Colon cancer death rates and the rate of new cases continue to decline, which the report attributes to improvements in the use of colon cancer screening. The rate of breast cancer cases declined from 1999 through 2004 and stayed the same from 2004 through 2008.
The rate of new cases of some cancers, including pancreas, kidney, thyroid, liver, and a type of esophageal cancer, increased from 1999 through 2008. Among the risk factors for these kinds of cancer are excess weight and lack of physical activity.
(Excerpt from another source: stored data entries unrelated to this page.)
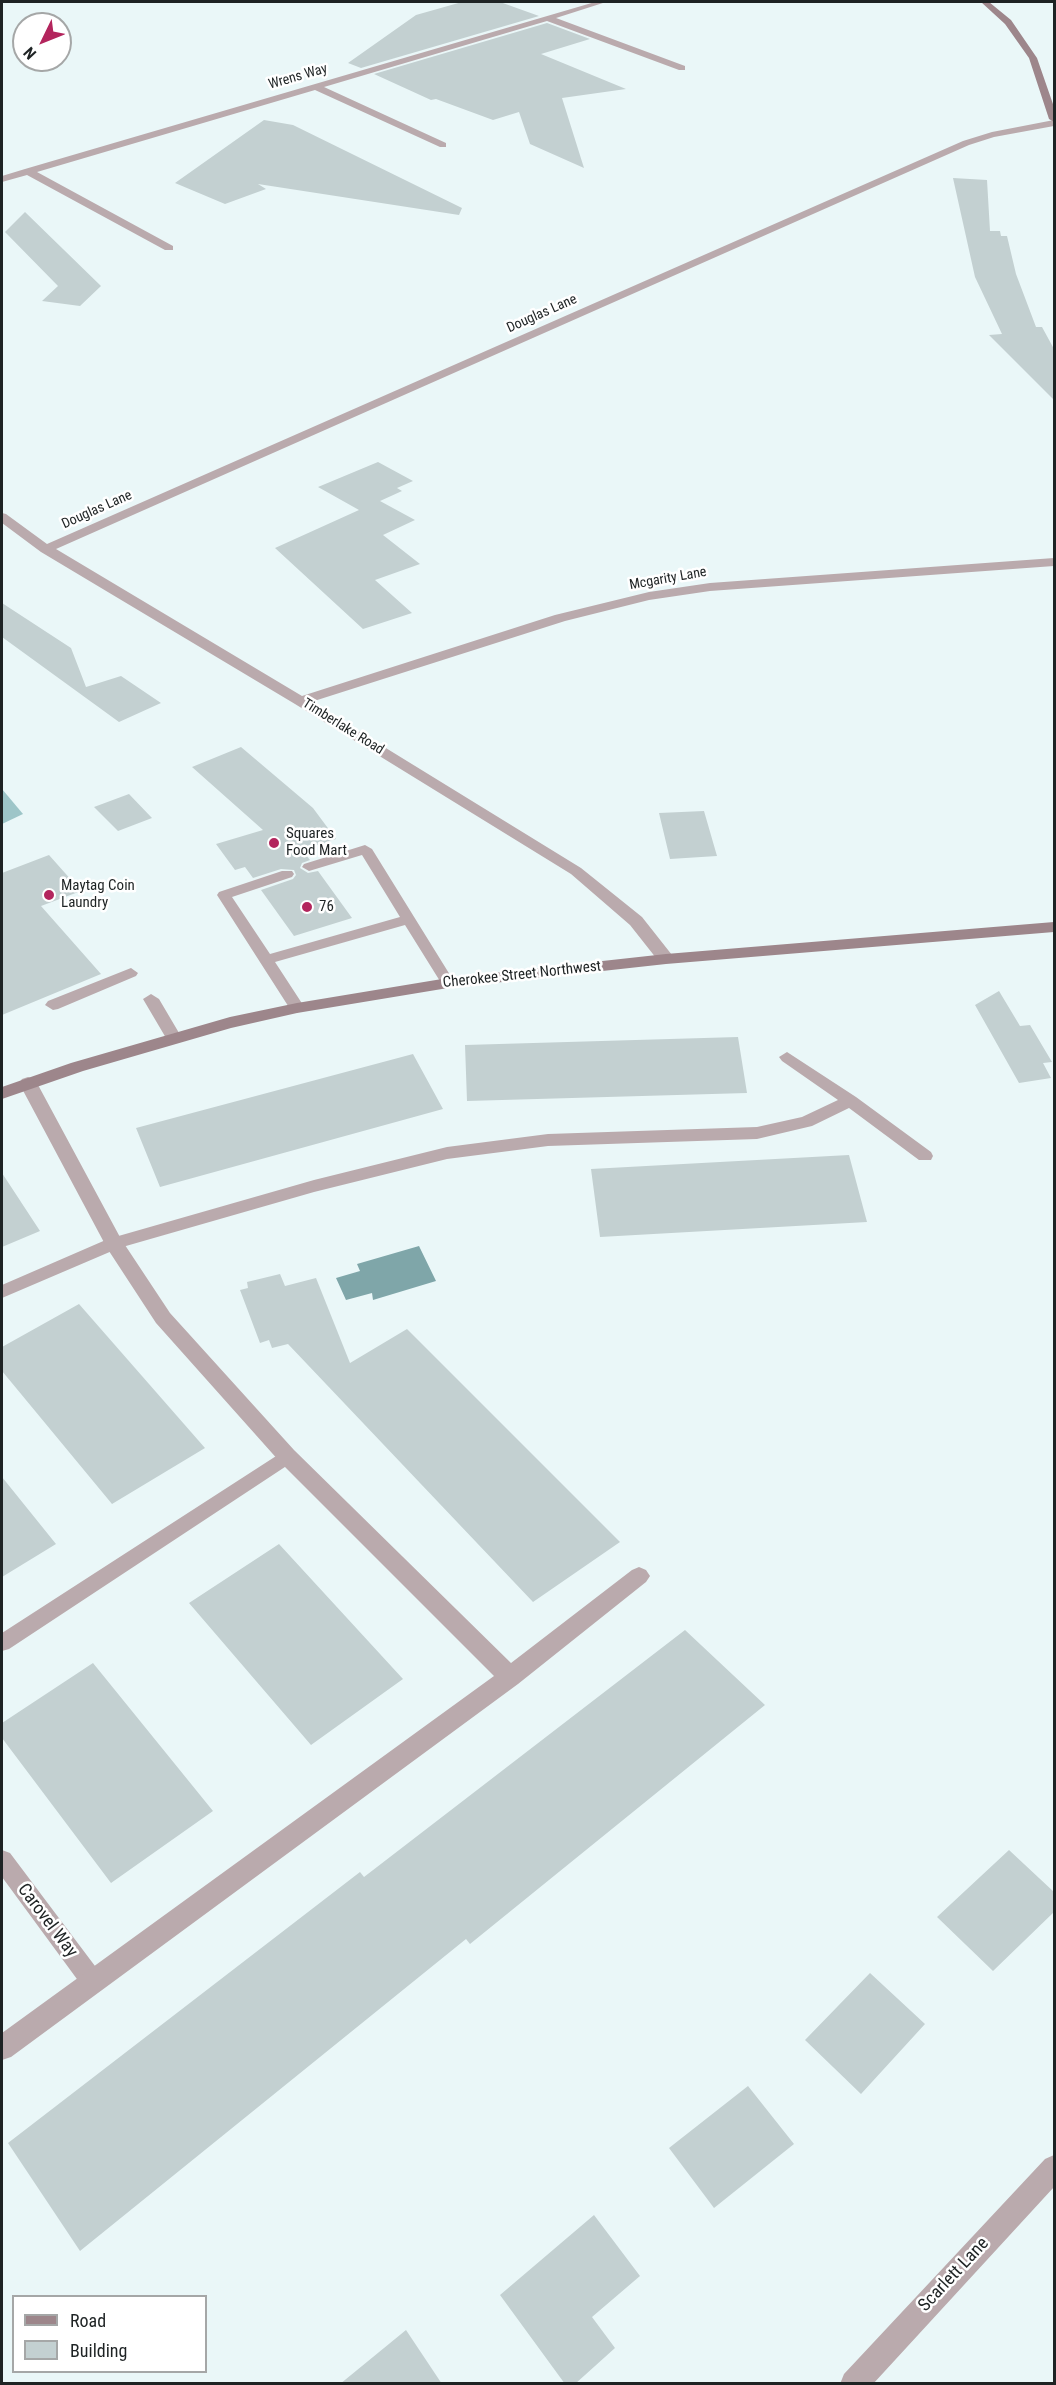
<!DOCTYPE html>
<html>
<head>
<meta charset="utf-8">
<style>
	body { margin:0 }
	#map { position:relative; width:1056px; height:2385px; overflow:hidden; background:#eaf7f8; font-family:"Roboto Condensed",sans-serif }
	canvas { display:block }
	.frame { position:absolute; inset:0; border:3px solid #1e2324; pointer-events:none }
	.legend { position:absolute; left:12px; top:2295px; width:195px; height:78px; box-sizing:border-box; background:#fff; border:2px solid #a5a7a7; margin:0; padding:8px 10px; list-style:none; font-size:18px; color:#1e2324 }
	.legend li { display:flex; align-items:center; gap:12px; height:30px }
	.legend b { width:30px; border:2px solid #a5a7a7 }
	.north { position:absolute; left:12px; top:12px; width:60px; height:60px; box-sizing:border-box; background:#fff; border:2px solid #a5a7a7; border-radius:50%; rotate:227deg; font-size:16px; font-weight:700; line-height:24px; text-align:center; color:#1e2324 }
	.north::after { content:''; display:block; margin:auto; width:21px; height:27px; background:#b3255d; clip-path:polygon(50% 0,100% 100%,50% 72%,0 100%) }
</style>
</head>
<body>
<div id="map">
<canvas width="1056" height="2385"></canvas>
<div class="frame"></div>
<ul class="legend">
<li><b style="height:8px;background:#9d868b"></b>Road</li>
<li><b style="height:16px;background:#c3d0d1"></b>Building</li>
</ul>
<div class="north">N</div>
</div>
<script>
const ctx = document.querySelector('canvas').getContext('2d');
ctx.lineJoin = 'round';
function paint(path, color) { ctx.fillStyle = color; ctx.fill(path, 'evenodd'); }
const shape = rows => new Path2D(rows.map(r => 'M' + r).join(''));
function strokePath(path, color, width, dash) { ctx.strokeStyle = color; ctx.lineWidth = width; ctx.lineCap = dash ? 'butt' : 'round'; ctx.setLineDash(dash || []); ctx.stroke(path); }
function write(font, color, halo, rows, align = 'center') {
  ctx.font = font + ' "Roboto Condensed",sans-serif'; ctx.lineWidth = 5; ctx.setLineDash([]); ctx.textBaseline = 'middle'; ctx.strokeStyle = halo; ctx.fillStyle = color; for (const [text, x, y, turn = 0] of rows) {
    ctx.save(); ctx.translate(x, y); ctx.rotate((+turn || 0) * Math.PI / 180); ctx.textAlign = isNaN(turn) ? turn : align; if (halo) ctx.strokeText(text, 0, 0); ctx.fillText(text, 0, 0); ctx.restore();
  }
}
paint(shape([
	[2,789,23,814,2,824]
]), '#9dc5c8');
paint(shape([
	[419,1246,436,1281,373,1300,372,1293,346,1300,336,1278,360,1271,357,1264]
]), '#7fa6a9');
paint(shape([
	[462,2,500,2,539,16,361,68,348,63,416,15],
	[547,23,590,39,541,54,626,89,562,98,584,168,530,144,519,112,493,120,436,99,431,100,374,74],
	[264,120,293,125,462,208,459,215,258,184,266,189,225,204,175,183],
	[953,178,987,180,990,231,1000,231,1001,236,1007,236,1016,274,1036,327,1042,327,1054,349,1054,400,989,335,1002,334,975,277],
	[25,212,101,286,80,306,42,301,58,286,5,232],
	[378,462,413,481,397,488,402,491,380,501,415,520,383,535,420,564,375,580,412,613,363,629,275,548,359,510,318,487],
	[2,603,71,648,86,687,121,676,161,703,119,722,2,637],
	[241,747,313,808,336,839,302,850,310,860,302,863,300,868,308,873,318,871,352,918,294,936,261,890,293,879,296,875,294,870,281,869,253,878,245,867,235,870,216,844,263,830,192,767],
	[129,794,152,818,118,831,94,807],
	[704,811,717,856,670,859,659,813],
	[49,855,81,891,41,906,101,974,2,1015,2,873],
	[999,991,1020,1026,1030,1025,1052,1062,1043,1063,1051,1078,1019,1083,975,1005],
	[738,1037,747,1093,467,1101,465,1045],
	[413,1054,443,1109,160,1187,136,1128],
	[849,1155,867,1222,600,1237,591,1169],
	[2,1173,40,1231,2,1247],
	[280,1274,285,1286,316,1278,350,1363,407,1329,620,1542,533,1602,288,1344,272,1348,269,1340,260,1343,240,1290,248,1288,247,1282],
	[79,1304,205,1448,112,1504,2,1371,2,1347],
	[2,1477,56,1544,2,1577],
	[279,1544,403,1679,311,1745,189,1603],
	[685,1630,765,1705,470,1944,466,1939,80,2251,8,2143,360,1872,364,1877],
	[93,1663,213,1811,111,1883,2,1738,2,1723],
	[1009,1850,1054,1892,1054,1912,993,1971,937,1917],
	[870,1973,925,2024,861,2094,805,2040],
	[748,2086,794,2144,714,2208,669,2148],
	[594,2215,640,2276,592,2317,615,2348,575,2384,565,2384,500,2295],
	[406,2330,442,2384,340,2384]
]), '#c3d0d1');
paint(shape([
	[365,845,372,849,455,983,448,988,443,986,405,925,275,962,305,1008,297,1013,292,1012,217,895,219,892,282,871,292,871,294,874,292,877,232,897,270,954,400,917,362,855,309,871,302,867,304,864,365,845],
	[131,968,138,973,136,976,58,1009,53,1010,45,1005,48,1001,131,968],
	[151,994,159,999,182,1038,179,1042,169,1042,166,1038,143,999,151,994],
	[787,1052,856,1097,931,1152,933,1156,931,1160,919,1160,849,1108,812,1126,757,1139,548,1146,447,1159,314,1192,119,1248,2,1298,2,1285,108,1239,314,1180,447,1147,548,1134,757,1127,802,1117,838,1100,782,1061,779,1057,787,1052],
	[287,1449,294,1451,296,1456,294,1461,9,1649,2,1651,2,1633,287,1449],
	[2,1850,10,1853,101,1974,104,1982,101,1990,93,1993,85,1990,2,1877,2,1850]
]), '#baaaad');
paint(shape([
	[595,2,606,2,556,18,685,66,685,70,679,70,547,21,324,87,446,143,446,147,440,147,315,90,37,172,173,246,173,250,165,250,27,175,2,182,2,176,25,169,595,2],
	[1054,120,1054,126,994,137,969,145,56,549,302,696,555,615,649,592,710,583,1054,558,1054,566,710,591,649,600,565,621,311,702,581,868,642,917,672,955,674,959,672,963,660,963,630,925,571,874,295,704,41,552,2,523,2,513,6,514,47,544,963,141,992,132,1054,120],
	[28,1077,34,1079,37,1083,121,1239,170,1313,294,1450,511,1663,632,1570,639,1567,646,1570,650,1576,646,1582,518,1684,11,2057,2,2060,2,2033,494,1676,280,1462,156,1323,107,1248,19,1083,22,1079,28,1077],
	[1054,2155,1054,2187,873,2384,840,2384,844,2374,1045,2159,1054,2155]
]), '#baaaad');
paint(shape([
	[981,2,989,2,1011,20,1037,58,1054,107,1054,122,1049,119,1029,58,1005,24,981,2],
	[1054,922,1054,932,666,964,448,988,297,1013,231,1028,83,1071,2,1099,2,1087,71,1063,230,1017,297,1003,448,978,666,954,1054,922]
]), '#9d868b');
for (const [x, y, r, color] of [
	[274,843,6,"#b3255d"],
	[49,895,6,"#b3255d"],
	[307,907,6,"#b3255d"]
]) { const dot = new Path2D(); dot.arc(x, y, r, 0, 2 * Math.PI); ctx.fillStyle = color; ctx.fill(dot); strokePath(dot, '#fff', 2); }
write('14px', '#1e2324', '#fff', [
	["Wrens Way",298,77,-16],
	["Douglas Lane",542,314,-24],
	["Douglas Lane",97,510,-24],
	["Mcgarity Lane",668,579,-10],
	["Timberlake Road",343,727,32]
]);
write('15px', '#1e2324', '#fff', [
	["Squares",286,834],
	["Food Mart",286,851],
	["Maytag Coin",61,886],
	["Laundry",61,903],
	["76",319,907]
], 'left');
write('15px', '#1e2324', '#fff', [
	["Cherokee Street Northwest",522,975,-6]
]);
write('18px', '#1e2324', '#fff', [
	["Carovel Way",47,1921,53],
	["Scarlett Lane",954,2275,-47]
]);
</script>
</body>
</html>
Weight and physical activity
Each year, the report includes a special feature section. This year highlights the effects of excess weight and lack of physical activity on cancer risk. Colon, kidney, pancreatic, endometrial, a type of esophageal cancer, and breast cancer among postmenopausal women are associated with being overweight or obese. Several of these cancers also are associated with getting too little physical activity.
For more than 30 years, excess weight, not enough physical activity, and an unhealthy diet have been second only to tobacco as preventable causes of disease and death in the United States. However, since the 1960s, tobacco use has declined by a third while obesity rates have doubled. In addition to increasing cancer risk, excess weight and lack of physical activity also increase the risk of heart disease, high blood pressure, diabetes, and arthritis.
“In the United States, 2 in 3 adults are overweight or obese and fewer than half get enough physical activity,” said John R. Seffrin, Ph.D., chief executive officer of the American Cancer Society. “Between children and youth, 1 in 3 is overweight or obese, and fewer than 1 in 4 high school students get recommended levels of physical activity. Obesity and physical inactivity are critical problems facing all states. For people who do not smoke, excess weight and lack of sufficient physical activity may be among the most important risk factors for cancer.”
The report notes that for people who don’t smoke, maintaining a healthy weight throughout life may be among the most important ways to prevent cancer. (For smokers, quitting is still the most important.) Excess weight is thought to increase cancer risk by the way it affects immune function, inflammation, and hormones. The American Cancer Society recommends that adults get at least 150 minutes of moderate-intensity activity or 75 minutes of vigorous-intensity activity a week.
The report concludes that continued progress against cancer in the United States will require individual and community efforts to promote healthy weight and sufficient physical activity among youth and adults.
The report was published early online March 28 in the American Cancer Society journal, Cancer.